# Instructions to follow:
Show the lines below where "position" occurs.

# Given data:
____________

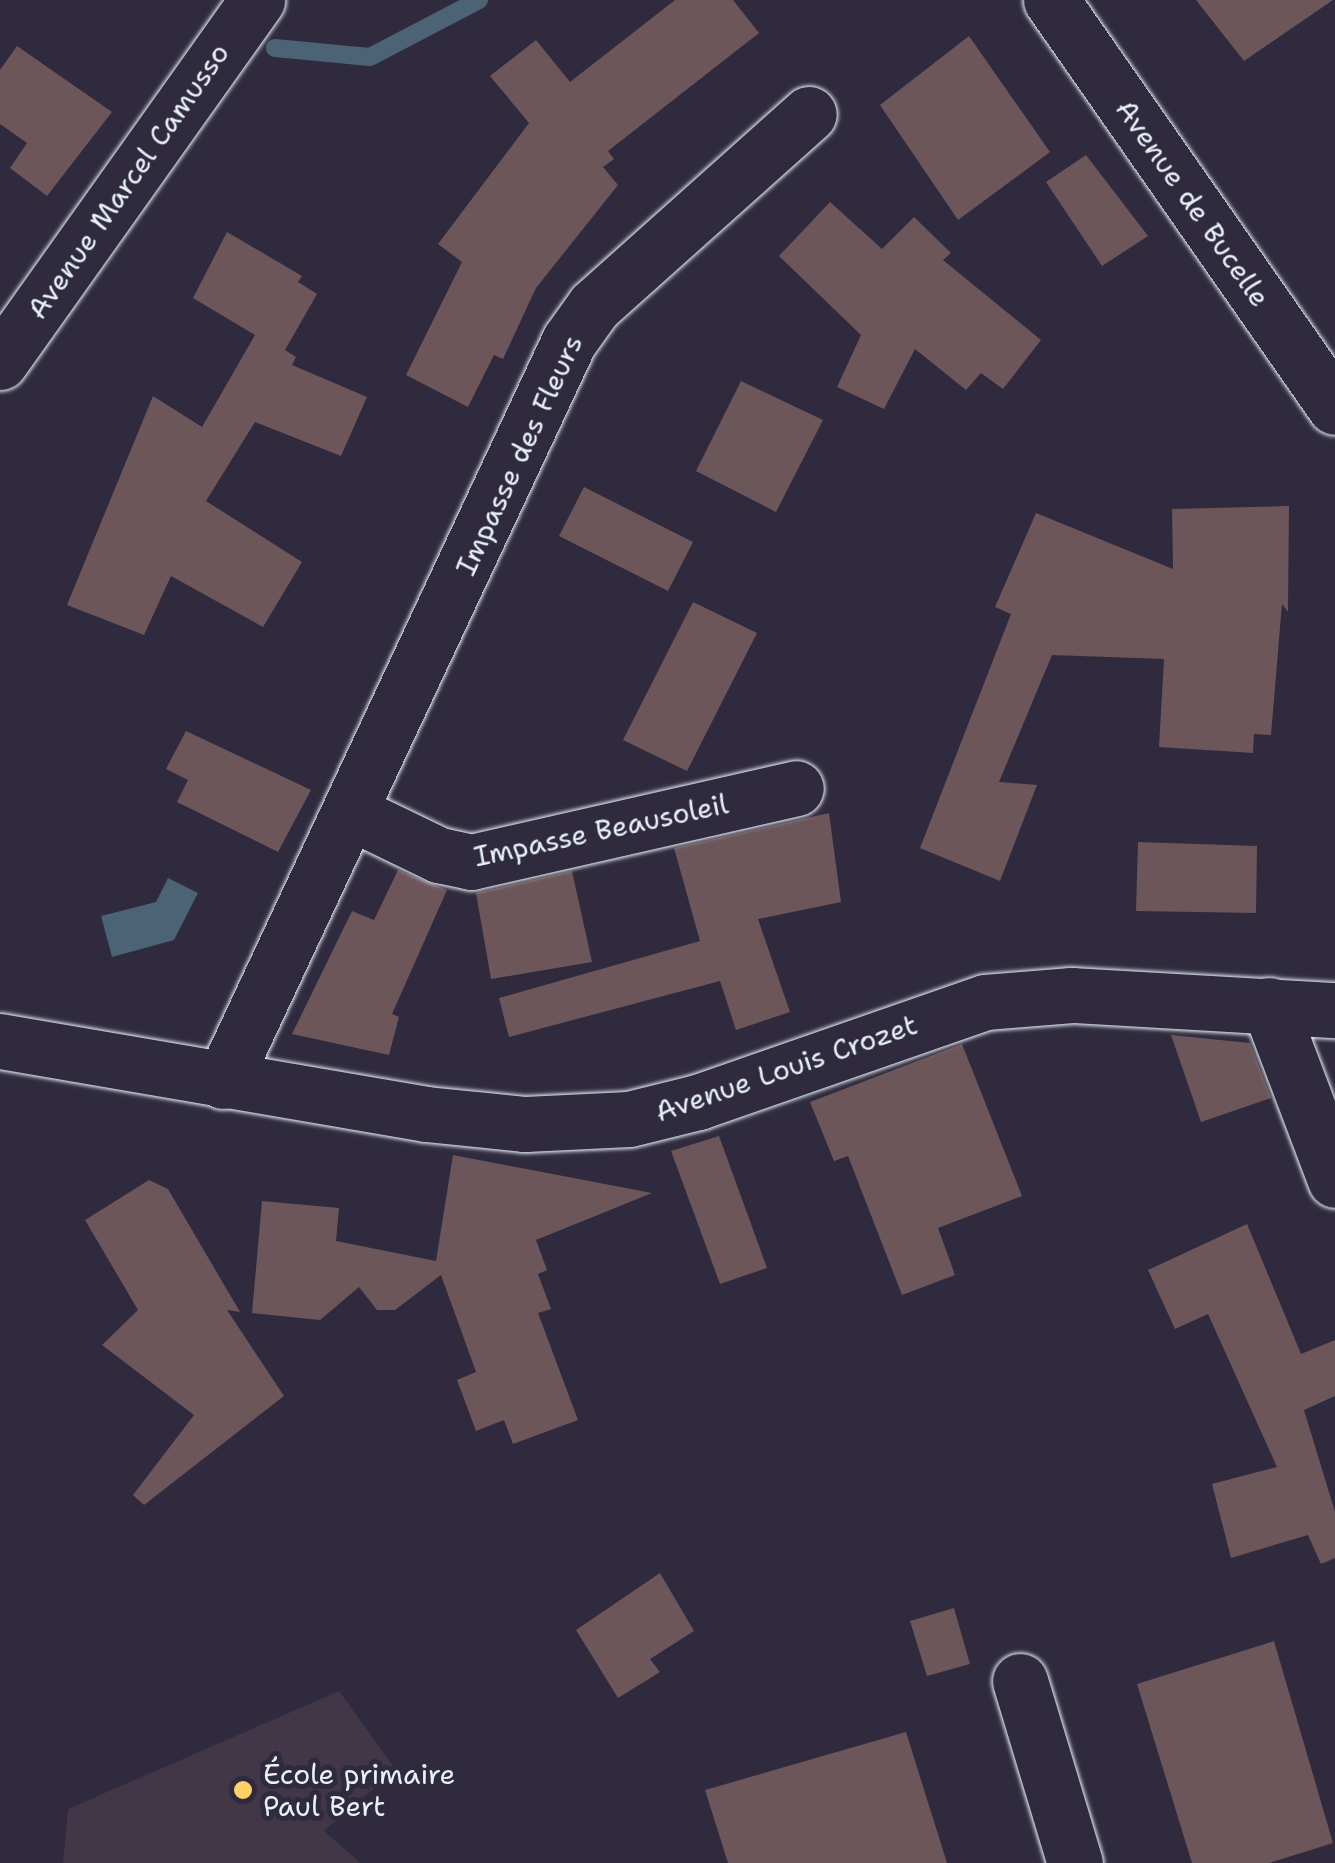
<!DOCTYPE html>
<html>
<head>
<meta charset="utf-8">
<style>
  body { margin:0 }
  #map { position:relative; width:1335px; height:1863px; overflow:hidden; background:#2f2a3d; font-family:"Shantell Sans",sans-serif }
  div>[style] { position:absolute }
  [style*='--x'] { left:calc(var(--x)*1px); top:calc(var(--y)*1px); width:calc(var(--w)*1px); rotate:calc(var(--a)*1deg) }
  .built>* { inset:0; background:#413746 }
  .water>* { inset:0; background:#4b6374 }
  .stream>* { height:18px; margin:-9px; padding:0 9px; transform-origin:9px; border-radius:9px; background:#4b6374 }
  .building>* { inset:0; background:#6c565a }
  .roads { filter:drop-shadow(0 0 2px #e8f1f8) drop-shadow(0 0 2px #e8f1f8) }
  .minor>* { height:55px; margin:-27.5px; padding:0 27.5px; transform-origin:27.5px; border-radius:27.5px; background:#2f2a3d }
  .tertiary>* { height:55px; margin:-27.5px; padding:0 27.5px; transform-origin:27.5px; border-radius:27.5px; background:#2f2a3d }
  .dots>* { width:28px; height:28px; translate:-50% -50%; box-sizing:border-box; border:5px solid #2f2a3d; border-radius:50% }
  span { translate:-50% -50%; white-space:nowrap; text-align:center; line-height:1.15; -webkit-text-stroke:10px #2f2a3d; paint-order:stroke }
  .street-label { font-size:28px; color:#e8f1f8 }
  .poi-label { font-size:28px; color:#e8f1f8 }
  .left { translate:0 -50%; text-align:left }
</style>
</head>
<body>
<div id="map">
  <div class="built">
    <div style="clip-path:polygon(339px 1691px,396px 1770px,324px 1831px,361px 1863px,63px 1863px,68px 1809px)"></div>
  </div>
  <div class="water">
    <div style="clip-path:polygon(168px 878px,198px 893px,174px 940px,112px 957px,101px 916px,156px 902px)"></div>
  </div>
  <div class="stream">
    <div style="--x:275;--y:48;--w:95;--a:5.4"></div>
    <div style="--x:370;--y:57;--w:123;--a:-27.6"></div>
  </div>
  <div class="building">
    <div style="clip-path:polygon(675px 0,733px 0,759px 33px,608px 151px,614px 159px,603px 167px,618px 185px,536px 288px,503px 359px,494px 355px,468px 407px,406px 375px,462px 262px,438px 244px,529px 123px,490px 76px,536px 40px,570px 82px)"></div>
    <div style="clip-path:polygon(1196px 0,1333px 0,1244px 61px)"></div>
    <div style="clip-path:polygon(969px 36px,1050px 152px,958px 220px,880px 105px)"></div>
    <div style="clip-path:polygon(17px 46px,112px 112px,47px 196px,10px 168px,27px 143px,0 124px,0 70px)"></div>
    <div style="clip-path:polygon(1086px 155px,1148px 236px,1102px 266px,1046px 182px)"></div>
    <div style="clip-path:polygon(830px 202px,882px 249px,914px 217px,951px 253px,943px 260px,1041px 340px,1003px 389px,981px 373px,966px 390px,915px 349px,884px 409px,837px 387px,861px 335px,779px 256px)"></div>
    <div style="clip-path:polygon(227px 232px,302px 276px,298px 282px,317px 294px,285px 350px,296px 357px,292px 365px,367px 397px,341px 456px,255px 422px,206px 501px,302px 562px,263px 627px,171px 576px,144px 635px,67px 605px,153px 396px,202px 427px,255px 335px,193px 298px)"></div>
    <div style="clip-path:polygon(741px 381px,823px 420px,776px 512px,696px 471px)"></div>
    <div style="clip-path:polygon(584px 487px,693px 542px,668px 591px,559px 536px)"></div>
    <div style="clip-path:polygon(1289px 506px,1288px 612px,1282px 604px,1271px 735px,1254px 734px,1253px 753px,1159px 747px,1164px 659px,1052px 655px,999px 782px,1037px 785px,1000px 881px,920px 848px,1011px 614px,995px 607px,1036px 513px,1173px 569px,1172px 509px)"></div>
    <div style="clip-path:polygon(693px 602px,757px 633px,687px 771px,623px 740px)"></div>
    <div style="clip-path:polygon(186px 731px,311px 790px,278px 852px,177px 802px,188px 780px,166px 769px)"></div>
    <div style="clip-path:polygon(829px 813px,841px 902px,758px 919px,790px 1012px,736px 1030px,720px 981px,509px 1037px,499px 998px,700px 941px,674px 848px)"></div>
    <div style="clip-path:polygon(1138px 842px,1257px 846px,1256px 913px,1136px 911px)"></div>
    <div style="clip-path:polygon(398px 870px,447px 890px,392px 1014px,399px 1017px,389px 1055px,292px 1034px,352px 911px,374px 920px)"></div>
    <div style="clip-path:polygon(572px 871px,592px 962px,491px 979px,476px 893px)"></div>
    <div style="clip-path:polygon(1171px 1035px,1250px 1043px,1271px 1098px,1201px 1122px)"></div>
    <div style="clip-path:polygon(962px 1044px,1022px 1196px,938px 1228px,955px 1275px,902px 1295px,848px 1156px,834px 1161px,810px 1102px)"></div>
    <div style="clip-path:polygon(719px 1136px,767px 1268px,720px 1284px,671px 1151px)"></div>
    <div style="clip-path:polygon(453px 1155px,652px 1193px,536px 1240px,547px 1270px,538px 1274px,551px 1309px,538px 1313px,578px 1420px,513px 1444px,504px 1420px,476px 1431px,457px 1380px,476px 1372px,441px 1275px,395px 1310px,377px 1310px,359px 1287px,320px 1320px,252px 1313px,262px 1201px,339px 1208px,336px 1241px,436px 1261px)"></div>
    <div style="clip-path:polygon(149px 1180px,168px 1189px,240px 1312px,227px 1310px,284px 1396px,144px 1505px,133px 1495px,194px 1415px,102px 1345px,138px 1310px,85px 1220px)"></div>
    <div style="clip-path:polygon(1247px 1224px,1301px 1354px,1335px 1340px,1335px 1396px,1304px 1410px,1335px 1512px,1335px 1558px,1321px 1564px,1308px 1535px,1231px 1558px,1212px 1484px,1277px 1467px,1208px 1314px,1175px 1329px,1148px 1270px)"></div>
    <div style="clip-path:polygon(660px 1573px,694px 1631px,650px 1659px,660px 1672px,618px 1698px,576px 1630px)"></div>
    <div style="clip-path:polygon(954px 1608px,970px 1664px,927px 1676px,910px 1621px)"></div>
    <div style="clip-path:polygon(1274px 1641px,1333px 1843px,1269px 1863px,1192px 1863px,1137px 1684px)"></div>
    <div style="clip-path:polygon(906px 1732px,947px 1863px,728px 1863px,705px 1790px)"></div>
  </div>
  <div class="roads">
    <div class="minor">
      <div style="--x:352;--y:813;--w:97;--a:25.8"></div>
      <div style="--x:439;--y:855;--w:33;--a:12"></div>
      <div style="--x:471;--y:862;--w:333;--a:-12.8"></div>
      <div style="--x:1269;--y:1005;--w:187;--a:69.3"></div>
      <div style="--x:223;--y:1081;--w:817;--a:-64.94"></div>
      <div style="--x:569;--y:341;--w:43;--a:-54.5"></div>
      <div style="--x:594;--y:306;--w:288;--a:-41.8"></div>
      <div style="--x:1020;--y:1681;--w:190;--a:73.2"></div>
    </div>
    <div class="tertiary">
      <div style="--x:1051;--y:0;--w:496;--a:55.1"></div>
      <div style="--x:0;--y:362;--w:444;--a:-54.6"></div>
      <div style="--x:0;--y:1041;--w:432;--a:9.7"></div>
      <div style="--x:426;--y:1114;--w:100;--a:5.8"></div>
      <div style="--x:525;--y:1124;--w:104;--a:-2.8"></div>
      <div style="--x:629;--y:1119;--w:71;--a:-13.8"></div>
      <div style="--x:698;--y:1102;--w:304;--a:-19.2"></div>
      <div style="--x:985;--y:1002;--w:87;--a:-4.6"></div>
      <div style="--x:1072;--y:995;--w:263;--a:3.3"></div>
    </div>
  </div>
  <div class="dots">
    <div style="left:243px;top:1790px;background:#ffd166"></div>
  </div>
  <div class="street-label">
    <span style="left:128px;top:181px;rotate:-55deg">Avenue Marcel Camusso</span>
    <span style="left:1193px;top:203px;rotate:55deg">Avenue de Bucelle</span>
    <span style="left:519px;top:455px;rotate:-65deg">Impasse des Fleurs</span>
    <span style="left:601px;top:830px;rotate:-12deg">Impasse Beausoleil</span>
    <span style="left:786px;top:1068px;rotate:-19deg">Avenue Louis Crozet</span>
  </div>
  <div class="poi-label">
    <span class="left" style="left:263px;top:1790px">École primaire<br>Paul Bert</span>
  </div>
</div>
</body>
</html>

____________

# Solved problem:
  #map { position:relative; width:1335px; height:1863px; overflow:hidden; background:#2f2a3d; font-family:"Shantell Sans",sans-serif }
  div>[style] { position:absolute }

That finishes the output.